Tuesday, May 1, 2012

Prayer

I don't get the current concept of prayer that I perceive from christian subculture. It seems to be the belief that if many people appeal to the omnipotent, God will somehow change God's mind in whatever matter is presented. This observation comes from years of research, and is ignited by my past year teaching at a christian school in the Dominican Republic. It seems that both Dominican and North American teachers have this idea that we should all pray for each other's obscure relatives, friends of friends, and anyone else that has recently contracted cancer, diabetes, or the seasonal head cold. Why else would people ask complete strangers to pray for someone they have never met?

I like community, and I want us to be connected to each other in a very "bodily" way (I say this to mean the way God became a body and did body stuff among us). Let us live together, love together, work together, and worship together. Let us pray together, but not with the mindset that we'll change God's mind.

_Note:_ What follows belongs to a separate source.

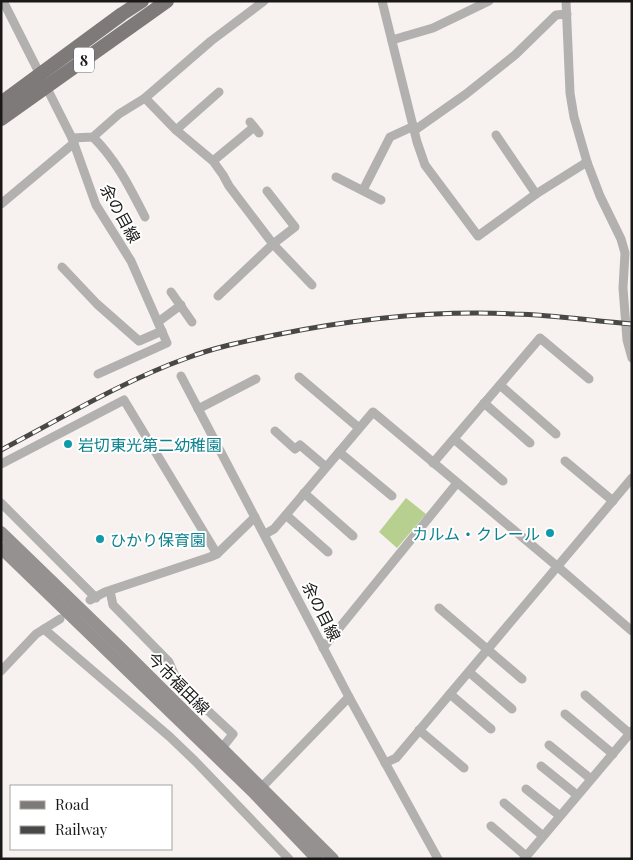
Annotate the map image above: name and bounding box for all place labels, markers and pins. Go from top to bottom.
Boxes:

It seems a bit absurd to think that we can somehow impact the creator with our chants or pleas, no matter how "in the will of God" our attitude seems to be at the time. Let us search for God, and let us find that God has been looking for us. Let us pray that we can form relationships and communities that go deep, that we will know how to pray for our friends without having to announce "it's time to take prayer requests." Let us not only think of our own stuff, but be interested in others and what they are doing. (Philippians 2:4)

Tuesday Like Monday



A bit of realistic art from my 7th graders

Yesterday was Dominican Labor Day, so I didn't have to come to work. Instead Kisha and I had the opportunity to go up to a lunch spot in Jarabacoa and spend some time just chillin', walking around the property, having a couple drinks, and visiting the all you can eat buffet. Grampa would be proud... I definitely got my money's worth :0)

It was such a good time that we called Moreno to come pick us up from Parque Duarte so we wouldn't have to spend 15 minutes in the extreme noise that can usually be found between the park and our house. We got ice cream while we waited, and between that and the leisurely day we had it felt like a mini vacation. Very nice.

I remember we were supposed to be doing this relatively often. The plan was that we'd take plenty of personal days, and we'd be able to afford that because I have a steady, good paying job, after you consider the cost of living difference. But the ideal never really happened. Most things here are pretty expensive, and with the exception of rent I'd say that life is as expensive or more expensive as life in Portland (i.e. gas is somewhere around US$6.50/gallon). We can't cut away because we can't afford to.

I'm not really too upset about the money thing, but I will be happy to get home, where I know the tricks for saving money while still maintaining some manner of sanity. I could really go for some Halo on Kyle's Xbox right about now! Gaming makes my Tuesdays like Monday a great deal better.